#### TASK GOAL:
Retype each record exactly, please. Skip none.

#### RECORD EXTRACTS:

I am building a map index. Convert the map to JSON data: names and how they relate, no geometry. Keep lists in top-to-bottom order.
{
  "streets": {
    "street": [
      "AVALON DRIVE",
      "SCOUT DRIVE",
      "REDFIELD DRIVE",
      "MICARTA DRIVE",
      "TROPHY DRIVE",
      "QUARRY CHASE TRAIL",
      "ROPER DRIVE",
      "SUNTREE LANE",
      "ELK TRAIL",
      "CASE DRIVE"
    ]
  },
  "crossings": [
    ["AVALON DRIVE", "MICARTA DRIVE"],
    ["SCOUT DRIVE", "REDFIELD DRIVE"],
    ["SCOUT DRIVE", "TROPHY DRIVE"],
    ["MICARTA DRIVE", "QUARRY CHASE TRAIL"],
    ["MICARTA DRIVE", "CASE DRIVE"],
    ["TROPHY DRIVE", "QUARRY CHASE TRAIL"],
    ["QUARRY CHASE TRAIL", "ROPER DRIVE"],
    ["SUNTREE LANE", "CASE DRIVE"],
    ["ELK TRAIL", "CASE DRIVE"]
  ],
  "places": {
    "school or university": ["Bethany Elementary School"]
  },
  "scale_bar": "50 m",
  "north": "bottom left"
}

#### SOLUTION TO THE EXERCISE:
I am building a map index. Convert the map to JSON data: names and how they relate, no geometry. Keep lists in top-to-bottom order.
{
  "streets": {
    "street": [
      "AVALON DRIVE",
      "SCOUT DRIVE",
      "REDFIELD DRIVE",
      "MICARTA DRIVE",
      "TROPHY DRIVE",
      "QUARRY CHASE TRAIL",
      "ROPER DRIVE",
      "SUNTREE LANE",
      "ELK TRAIL",
      "CASE DRIVE"
    ]
  },
  "crossings": [
    ["AVALON DRIVE", "MICARTA DRIVE"],
    ["SCOUT DRIVE", "REDFIELD DRIVE"],
    ["SCOUT DRIVE", "TROPHY DRIVE"],
    ["MICARTA DRIVE", "QUARRY CHASE TRAIL"],
    ["MICARTA DRIVE", "CASE DRIVE"],
    ["TROPHY DRIVE", "QUARRY CHASE TRAIL"],
    ["QUARRY CHASE TRAIL", "ROPER DRIVE"],
    ["SUNTREE LANE", "CASE DRIVE"],
    ["ELK TRAIL", "CASE DRIVE"]
  ],
  "places": {
    "school or university": ["Bethany Elementary School"]
  },
  "scale_bar": "50 m",
  "north": "bottom left"
}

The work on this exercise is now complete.